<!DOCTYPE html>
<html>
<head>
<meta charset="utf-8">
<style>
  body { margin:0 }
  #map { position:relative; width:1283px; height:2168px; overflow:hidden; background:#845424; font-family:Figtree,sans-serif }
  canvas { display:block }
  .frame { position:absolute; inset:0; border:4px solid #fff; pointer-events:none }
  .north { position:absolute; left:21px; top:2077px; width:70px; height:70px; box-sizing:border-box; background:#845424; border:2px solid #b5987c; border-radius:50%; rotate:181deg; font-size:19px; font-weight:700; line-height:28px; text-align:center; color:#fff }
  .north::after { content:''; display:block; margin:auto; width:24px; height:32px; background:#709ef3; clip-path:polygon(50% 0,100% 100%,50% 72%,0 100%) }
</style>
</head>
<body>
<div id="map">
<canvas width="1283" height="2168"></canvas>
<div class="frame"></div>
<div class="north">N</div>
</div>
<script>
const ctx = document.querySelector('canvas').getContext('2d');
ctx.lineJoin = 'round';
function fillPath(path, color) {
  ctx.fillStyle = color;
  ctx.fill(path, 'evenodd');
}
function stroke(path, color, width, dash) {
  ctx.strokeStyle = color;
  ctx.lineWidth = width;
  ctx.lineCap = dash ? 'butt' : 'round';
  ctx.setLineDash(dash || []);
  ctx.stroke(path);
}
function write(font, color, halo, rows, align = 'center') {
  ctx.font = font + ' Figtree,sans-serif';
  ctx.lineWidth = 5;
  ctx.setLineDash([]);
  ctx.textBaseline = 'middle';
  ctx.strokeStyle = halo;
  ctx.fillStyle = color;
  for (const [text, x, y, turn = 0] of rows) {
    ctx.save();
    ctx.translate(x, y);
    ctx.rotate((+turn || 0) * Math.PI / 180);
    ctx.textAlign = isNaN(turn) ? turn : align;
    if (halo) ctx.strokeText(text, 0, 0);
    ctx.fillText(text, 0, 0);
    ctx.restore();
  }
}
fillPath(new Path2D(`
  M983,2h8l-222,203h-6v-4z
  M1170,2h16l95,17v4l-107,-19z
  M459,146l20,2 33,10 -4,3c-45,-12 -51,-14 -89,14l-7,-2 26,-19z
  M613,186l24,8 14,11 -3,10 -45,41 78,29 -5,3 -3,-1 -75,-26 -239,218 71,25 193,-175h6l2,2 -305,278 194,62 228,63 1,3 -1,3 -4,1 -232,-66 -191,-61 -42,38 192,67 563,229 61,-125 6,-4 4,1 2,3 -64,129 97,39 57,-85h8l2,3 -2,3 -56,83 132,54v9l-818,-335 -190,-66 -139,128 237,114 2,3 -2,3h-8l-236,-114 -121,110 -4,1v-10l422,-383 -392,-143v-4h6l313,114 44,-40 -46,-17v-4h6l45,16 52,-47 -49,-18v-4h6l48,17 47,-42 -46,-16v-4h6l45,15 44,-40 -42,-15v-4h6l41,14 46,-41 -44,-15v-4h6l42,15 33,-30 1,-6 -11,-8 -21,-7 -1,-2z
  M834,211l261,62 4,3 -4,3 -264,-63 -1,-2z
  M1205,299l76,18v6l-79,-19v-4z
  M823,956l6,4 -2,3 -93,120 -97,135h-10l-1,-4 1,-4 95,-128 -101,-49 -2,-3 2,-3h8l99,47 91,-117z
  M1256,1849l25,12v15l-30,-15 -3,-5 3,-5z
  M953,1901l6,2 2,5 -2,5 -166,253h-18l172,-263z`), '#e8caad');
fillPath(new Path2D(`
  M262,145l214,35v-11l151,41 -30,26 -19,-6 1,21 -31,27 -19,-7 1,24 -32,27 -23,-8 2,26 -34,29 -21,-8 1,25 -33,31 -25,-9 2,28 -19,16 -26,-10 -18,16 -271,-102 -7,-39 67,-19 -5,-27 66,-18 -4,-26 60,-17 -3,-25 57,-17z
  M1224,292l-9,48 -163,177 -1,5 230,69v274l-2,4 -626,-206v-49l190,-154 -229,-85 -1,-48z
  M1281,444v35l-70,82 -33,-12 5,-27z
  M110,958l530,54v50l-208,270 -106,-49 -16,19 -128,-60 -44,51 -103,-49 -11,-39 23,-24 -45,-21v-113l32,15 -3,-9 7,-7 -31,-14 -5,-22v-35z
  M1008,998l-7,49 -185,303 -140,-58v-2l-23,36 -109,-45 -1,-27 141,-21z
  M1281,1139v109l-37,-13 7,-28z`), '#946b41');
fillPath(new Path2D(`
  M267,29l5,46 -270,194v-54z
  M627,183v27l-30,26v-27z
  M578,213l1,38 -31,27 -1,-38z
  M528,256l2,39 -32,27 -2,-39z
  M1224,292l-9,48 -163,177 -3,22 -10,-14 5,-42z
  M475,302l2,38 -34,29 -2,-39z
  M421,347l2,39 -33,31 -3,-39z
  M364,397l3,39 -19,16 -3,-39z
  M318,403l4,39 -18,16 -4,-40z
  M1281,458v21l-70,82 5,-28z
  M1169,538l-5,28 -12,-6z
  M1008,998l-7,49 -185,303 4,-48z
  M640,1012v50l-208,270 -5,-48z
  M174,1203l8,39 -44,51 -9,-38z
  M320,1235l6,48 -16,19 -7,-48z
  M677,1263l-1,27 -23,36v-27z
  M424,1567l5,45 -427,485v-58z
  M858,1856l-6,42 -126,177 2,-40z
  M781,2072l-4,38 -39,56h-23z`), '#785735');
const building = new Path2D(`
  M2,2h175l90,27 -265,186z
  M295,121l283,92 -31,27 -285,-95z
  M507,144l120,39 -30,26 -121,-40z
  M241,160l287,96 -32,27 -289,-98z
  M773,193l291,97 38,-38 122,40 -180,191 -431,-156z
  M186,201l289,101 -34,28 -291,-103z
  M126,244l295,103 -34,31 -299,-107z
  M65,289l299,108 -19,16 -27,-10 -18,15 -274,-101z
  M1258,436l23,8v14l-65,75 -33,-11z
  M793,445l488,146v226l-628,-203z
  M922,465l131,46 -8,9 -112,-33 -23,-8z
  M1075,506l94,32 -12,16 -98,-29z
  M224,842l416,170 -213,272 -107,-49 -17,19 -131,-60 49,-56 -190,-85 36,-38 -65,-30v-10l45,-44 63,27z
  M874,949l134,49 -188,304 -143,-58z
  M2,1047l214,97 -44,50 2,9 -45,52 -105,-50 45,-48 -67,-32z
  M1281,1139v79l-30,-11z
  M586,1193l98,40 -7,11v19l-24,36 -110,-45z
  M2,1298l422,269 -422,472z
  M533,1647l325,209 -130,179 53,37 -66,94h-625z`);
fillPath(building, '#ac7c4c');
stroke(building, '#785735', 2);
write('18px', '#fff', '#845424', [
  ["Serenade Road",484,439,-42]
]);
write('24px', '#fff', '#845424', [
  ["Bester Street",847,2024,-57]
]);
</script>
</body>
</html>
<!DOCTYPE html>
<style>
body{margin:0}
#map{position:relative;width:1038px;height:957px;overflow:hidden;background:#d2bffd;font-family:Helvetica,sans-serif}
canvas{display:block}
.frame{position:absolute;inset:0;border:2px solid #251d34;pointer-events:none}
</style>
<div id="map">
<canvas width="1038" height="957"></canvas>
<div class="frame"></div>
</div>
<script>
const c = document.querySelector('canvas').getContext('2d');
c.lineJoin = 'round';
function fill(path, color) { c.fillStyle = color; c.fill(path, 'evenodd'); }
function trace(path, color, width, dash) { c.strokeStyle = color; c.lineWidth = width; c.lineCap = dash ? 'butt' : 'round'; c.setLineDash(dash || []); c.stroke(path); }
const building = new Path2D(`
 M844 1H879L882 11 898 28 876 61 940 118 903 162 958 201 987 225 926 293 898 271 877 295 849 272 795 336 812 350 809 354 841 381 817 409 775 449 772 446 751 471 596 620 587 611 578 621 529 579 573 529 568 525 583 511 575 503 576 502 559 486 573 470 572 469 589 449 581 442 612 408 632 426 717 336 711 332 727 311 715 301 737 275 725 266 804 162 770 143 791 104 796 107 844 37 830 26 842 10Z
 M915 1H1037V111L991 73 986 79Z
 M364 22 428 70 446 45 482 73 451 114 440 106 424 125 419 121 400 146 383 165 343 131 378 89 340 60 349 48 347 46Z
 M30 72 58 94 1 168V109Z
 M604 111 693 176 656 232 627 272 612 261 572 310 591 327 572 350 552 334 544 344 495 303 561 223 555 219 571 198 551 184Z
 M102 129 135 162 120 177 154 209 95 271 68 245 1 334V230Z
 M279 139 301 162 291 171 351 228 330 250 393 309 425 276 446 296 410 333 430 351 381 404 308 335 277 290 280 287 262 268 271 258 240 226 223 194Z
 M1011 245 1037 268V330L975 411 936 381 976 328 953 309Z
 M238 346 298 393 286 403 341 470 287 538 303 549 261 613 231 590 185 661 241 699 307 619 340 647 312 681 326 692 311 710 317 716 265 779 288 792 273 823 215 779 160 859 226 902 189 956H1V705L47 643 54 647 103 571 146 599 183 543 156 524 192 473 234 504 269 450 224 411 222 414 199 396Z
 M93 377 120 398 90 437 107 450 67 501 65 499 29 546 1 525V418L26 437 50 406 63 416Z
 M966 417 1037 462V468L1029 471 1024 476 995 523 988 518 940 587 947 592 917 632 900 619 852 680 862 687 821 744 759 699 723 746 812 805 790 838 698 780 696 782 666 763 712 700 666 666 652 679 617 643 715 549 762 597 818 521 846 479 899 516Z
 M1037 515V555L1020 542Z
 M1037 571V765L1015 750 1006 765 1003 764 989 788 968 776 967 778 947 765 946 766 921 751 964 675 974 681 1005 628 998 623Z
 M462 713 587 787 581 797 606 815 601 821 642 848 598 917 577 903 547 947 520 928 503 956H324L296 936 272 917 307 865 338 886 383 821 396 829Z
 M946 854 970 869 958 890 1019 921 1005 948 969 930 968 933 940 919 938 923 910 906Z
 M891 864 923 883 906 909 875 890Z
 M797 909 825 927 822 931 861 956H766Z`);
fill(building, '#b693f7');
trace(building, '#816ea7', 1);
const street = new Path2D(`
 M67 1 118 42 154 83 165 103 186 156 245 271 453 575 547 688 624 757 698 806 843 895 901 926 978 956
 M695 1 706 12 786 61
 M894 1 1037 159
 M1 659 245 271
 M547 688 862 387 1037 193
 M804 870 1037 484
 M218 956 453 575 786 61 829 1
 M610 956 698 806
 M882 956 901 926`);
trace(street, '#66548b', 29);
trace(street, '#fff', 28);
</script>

**Work to complete**
Locate the lines above that hold the word "turn". Show every one of them.

**Written answer**
  for (const [text, x, y, turn = 0] of rows) {
    ctx.rotate((+turn || 0) * Math.PI / 180);
    ctx.textAlign = isNaN(turn) ? turn : align;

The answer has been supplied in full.